Records to process Start Marker
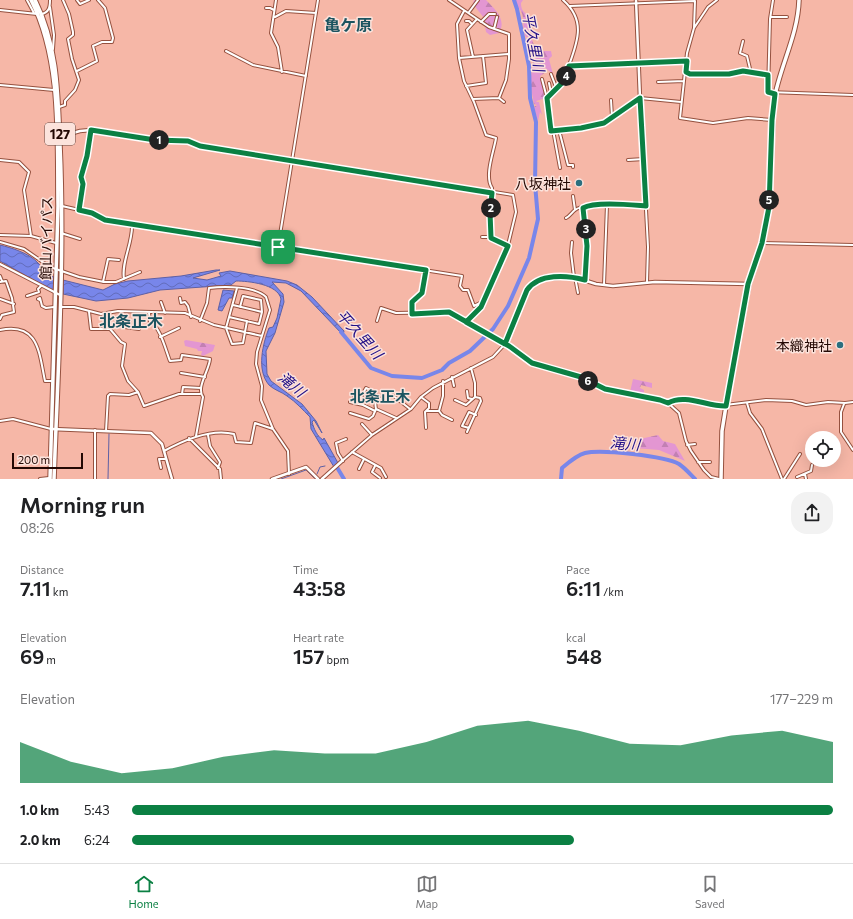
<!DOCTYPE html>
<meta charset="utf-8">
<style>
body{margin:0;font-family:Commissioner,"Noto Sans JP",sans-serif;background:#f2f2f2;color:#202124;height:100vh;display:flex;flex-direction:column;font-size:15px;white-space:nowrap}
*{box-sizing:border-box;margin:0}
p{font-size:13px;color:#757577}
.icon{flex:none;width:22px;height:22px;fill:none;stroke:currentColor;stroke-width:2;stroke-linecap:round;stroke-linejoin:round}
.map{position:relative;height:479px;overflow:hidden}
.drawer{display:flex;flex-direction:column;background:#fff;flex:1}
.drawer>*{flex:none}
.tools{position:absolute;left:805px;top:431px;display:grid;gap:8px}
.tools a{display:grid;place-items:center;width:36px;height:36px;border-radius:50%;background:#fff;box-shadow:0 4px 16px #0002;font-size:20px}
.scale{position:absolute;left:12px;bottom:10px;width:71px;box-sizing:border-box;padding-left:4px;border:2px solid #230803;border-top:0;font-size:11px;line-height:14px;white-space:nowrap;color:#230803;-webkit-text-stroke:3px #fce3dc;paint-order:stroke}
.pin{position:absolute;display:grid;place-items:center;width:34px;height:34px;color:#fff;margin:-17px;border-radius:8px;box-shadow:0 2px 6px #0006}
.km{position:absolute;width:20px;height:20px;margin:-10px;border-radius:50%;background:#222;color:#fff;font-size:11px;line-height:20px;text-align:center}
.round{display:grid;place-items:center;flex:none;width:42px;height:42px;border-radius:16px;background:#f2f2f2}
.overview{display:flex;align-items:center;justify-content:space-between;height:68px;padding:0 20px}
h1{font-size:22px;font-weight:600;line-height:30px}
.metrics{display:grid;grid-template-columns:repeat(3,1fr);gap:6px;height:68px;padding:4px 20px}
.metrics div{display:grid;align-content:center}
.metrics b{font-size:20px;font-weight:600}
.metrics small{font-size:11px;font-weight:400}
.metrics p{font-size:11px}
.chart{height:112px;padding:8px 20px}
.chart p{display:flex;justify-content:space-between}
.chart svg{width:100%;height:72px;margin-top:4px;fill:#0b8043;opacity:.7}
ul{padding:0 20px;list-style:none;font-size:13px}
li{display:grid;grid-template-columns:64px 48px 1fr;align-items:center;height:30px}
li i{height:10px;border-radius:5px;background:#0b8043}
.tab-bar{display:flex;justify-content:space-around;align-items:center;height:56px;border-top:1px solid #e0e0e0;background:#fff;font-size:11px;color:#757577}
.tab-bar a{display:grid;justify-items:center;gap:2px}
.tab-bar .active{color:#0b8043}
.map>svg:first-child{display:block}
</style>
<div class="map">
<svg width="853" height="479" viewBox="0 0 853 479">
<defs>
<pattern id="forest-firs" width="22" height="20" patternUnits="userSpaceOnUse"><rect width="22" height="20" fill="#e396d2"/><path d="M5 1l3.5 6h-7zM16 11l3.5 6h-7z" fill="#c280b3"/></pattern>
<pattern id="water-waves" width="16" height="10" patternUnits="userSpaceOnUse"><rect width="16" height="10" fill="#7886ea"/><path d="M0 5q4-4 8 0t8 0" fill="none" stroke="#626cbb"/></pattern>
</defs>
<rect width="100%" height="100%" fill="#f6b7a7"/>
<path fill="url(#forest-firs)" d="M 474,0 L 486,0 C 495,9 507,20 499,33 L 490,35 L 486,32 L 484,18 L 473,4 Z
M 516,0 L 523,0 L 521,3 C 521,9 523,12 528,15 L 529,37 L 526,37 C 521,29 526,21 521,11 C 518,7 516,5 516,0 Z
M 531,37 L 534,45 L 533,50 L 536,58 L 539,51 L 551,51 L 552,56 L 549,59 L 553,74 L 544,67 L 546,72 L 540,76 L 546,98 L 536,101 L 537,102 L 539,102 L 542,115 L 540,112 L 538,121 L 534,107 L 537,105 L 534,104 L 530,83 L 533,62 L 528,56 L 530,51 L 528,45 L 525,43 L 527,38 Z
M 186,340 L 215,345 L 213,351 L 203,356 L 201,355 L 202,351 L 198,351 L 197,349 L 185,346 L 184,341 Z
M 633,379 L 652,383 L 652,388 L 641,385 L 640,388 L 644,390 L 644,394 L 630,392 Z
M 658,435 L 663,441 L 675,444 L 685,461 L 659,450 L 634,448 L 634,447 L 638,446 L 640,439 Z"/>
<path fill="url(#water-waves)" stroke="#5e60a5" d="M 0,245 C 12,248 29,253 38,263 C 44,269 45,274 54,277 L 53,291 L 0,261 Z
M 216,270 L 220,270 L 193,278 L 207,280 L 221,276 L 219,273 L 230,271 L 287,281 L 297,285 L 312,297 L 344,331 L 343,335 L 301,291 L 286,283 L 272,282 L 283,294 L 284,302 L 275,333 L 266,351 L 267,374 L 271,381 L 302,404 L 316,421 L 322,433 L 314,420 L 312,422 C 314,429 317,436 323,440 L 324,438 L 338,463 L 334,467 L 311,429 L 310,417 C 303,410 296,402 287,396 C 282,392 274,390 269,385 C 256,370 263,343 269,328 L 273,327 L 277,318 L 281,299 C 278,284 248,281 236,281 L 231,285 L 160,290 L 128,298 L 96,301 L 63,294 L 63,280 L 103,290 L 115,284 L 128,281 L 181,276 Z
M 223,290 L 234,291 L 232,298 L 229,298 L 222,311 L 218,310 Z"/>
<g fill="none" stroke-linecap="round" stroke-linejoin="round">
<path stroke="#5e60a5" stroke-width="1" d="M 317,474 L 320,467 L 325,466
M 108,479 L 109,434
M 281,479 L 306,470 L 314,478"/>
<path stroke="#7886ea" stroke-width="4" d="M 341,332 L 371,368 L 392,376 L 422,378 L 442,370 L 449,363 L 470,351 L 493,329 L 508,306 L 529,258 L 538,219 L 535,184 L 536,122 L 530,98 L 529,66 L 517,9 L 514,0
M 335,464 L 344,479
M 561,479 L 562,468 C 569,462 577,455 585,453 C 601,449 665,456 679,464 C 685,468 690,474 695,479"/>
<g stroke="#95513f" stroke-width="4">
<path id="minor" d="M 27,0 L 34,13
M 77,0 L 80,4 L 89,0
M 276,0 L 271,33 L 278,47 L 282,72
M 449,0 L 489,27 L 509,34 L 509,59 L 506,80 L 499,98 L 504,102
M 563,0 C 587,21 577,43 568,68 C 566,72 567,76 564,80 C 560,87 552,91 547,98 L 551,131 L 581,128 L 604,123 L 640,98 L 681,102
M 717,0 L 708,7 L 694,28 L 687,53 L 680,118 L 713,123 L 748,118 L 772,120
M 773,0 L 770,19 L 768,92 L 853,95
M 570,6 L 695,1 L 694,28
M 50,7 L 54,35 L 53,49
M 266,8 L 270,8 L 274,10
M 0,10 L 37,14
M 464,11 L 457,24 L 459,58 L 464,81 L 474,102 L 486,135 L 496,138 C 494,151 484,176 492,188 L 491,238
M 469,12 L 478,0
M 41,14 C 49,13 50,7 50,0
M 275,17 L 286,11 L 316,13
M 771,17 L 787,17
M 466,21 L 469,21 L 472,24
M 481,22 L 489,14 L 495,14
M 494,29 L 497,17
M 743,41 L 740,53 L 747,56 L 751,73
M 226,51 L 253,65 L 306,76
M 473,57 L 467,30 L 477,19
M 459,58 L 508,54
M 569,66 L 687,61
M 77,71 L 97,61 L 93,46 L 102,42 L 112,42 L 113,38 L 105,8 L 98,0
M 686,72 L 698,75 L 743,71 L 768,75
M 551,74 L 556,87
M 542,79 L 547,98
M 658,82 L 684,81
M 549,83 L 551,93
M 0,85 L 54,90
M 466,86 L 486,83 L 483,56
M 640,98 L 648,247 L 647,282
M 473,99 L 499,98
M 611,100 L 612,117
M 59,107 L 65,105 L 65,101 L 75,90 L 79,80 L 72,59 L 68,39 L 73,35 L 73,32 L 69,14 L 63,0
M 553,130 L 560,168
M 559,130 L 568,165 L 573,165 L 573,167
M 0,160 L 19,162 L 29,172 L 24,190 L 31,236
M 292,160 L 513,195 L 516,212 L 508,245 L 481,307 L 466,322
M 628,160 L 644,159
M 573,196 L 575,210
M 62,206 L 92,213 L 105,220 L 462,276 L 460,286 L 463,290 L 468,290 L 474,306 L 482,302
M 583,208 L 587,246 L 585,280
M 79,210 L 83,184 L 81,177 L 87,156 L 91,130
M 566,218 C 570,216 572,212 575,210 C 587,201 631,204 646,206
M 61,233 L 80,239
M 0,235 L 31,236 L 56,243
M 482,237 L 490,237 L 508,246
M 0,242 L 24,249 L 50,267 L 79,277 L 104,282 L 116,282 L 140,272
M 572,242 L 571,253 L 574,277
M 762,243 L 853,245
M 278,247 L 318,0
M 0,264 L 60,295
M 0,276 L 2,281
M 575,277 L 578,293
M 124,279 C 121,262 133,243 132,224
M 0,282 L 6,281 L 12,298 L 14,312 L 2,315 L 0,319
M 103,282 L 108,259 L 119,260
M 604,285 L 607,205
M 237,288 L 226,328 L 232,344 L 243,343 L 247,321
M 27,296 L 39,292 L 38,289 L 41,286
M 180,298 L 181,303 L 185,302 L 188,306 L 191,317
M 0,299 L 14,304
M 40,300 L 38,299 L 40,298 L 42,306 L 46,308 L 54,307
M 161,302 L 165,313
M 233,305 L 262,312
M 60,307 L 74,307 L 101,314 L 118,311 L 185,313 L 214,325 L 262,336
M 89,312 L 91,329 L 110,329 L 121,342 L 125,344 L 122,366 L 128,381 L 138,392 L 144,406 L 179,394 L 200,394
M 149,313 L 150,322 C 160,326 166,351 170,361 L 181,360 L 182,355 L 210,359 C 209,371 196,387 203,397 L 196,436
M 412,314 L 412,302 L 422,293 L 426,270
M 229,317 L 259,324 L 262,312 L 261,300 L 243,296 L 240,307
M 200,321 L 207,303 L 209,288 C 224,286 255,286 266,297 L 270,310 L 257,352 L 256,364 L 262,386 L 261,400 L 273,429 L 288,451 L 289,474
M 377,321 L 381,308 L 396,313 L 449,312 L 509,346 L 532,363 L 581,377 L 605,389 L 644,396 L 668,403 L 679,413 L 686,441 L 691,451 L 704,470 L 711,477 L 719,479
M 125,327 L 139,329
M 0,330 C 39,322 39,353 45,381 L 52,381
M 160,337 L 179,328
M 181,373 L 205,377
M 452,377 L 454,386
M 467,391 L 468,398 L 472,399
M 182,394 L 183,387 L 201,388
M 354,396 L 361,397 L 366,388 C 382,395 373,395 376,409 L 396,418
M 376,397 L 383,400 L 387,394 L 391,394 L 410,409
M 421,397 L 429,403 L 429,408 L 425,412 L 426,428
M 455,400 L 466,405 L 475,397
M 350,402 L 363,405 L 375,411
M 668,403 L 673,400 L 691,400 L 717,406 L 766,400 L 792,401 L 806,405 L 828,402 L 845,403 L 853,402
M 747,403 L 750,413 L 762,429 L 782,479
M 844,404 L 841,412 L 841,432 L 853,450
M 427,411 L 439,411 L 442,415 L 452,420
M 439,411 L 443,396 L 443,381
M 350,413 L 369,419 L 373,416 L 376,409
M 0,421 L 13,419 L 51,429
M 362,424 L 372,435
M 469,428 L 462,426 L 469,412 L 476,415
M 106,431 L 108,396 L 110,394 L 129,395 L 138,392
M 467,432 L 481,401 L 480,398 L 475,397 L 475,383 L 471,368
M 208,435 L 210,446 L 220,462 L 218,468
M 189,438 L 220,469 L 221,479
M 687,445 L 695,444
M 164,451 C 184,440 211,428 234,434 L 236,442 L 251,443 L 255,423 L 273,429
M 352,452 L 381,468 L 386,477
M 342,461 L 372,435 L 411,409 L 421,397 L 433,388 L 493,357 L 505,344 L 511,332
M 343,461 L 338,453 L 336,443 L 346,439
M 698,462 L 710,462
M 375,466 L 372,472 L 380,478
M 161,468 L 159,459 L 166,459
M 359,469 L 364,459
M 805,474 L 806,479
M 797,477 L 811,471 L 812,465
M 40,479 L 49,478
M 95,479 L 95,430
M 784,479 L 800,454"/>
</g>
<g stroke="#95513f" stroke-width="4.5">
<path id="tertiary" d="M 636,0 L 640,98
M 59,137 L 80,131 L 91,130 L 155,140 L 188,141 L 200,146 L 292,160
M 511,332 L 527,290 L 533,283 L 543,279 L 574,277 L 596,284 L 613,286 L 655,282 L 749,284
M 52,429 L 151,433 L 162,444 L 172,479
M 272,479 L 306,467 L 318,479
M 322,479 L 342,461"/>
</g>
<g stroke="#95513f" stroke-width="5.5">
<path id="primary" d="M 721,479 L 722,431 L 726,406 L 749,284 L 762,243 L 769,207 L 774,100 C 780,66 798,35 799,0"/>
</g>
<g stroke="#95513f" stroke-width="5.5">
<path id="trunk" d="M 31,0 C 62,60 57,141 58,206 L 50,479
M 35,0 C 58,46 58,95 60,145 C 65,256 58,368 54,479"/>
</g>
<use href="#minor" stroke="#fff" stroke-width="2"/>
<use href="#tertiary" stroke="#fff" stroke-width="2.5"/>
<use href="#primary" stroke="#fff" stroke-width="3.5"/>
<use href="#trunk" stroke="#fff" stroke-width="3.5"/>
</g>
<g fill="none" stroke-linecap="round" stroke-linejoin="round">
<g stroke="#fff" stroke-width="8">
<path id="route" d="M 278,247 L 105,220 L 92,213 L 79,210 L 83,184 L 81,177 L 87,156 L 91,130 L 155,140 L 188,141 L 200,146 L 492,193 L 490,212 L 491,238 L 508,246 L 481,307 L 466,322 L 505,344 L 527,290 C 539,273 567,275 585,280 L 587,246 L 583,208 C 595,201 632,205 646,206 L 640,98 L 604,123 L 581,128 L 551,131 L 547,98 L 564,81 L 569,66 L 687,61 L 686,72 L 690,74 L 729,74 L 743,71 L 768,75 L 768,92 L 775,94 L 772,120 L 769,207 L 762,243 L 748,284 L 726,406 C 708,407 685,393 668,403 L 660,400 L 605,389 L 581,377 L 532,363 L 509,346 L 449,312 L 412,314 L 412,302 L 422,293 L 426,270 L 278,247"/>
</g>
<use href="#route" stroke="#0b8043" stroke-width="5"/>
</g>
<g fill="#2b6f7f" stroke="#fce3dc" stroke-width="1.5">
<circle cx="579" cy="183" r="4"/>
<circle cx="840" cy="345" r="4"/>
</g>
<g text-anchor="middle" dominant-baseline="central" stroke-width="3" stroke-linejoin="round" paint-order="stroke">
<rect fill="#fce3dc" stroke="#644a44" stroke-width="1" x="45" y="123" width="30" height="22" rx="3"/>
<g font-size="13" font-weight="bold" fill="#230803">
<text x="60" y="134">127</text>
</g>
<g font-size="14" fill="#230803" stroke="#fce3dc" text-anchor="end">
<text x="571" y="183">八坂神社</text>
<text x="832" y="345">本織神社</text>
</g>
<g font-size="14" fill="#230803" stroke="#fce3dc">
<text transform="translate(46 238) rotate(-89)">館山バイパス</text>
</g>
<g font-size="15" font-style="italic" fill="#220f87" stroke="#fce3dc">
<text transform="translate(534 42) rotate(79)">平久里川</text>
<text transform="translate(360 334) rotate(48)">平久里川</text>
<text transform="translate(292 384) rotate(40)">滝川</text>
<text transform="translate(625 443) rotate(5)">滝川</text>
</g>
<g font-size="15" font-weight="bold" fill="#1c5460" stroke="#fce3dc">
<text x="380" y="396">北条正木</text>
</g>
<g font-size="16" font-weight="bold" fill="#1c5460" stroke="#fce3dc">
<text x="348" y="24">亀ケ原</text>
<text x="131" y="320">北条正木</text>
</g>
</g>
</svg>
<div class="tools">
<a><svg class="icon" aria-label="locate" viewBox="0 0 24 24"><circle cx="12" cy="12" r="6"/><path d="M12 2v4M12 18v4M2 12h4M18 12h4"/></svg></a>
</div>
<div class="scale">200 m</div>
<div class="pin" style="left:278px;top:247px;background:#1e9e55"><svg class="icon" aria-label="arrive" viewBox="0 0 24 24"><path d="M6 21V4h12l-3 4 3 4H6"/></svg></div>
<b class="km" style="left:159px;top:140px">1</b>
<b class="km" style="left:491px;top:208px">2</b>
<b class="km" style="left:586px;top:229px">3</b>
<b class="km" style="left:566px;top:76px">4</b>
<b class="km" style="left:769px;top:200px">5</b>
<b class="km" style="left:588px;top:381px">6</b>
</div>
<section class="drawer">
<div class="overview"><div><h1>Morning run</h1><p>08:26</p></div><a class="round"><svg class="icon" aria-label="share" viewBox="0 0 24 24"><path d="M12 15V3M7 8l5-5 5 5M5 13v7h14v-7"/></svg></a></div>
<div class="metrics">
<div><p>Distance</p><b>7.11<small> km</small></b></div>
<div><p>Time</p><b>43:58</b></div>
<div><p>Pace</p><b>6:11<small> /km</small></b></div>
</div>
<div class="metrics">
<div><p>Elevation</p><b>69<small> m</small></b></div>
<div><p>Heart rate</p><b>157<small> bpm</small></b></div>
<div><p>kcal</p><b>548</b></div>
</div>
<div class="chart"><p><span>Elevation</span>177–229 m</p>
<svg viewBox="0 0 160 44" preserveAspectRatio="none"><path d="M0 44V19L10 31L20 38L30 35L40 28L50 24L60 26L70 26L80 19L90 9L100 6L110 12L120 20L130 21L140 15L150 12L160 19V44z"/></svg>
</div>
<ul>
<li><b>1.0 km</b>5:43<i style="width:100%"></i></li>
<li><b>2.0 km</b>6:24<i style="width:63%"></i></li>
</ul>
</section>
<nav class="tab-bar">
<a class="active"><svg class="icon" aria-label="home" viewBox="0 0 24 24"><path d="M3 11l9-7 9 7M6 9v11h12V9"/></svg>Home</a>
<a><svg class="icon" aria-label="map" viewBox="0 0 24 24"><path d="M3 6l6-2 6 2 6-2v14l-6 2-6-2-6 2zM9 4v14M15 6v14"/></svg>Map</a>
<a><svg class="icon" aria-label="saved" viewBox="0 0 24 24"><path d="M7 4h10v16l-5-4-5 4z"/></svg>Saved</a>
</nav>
Records to process End Marker
**What you will do**
When a line of the records includes "scale", that line belongs in the answer.

**Exercise solution**
.scale{position:absolute;left:12px;bottom:10px;width:71px;box-sizing:border-box;padding-left:4px;border:2px solid #230803;border-top:0;font-size:11px;line-height:14px;white-space:nowrap;color:#230803;-webkit-text-stroke:3px #fce3dc;paint-order:stroke}
<div class="scale">200 m</div>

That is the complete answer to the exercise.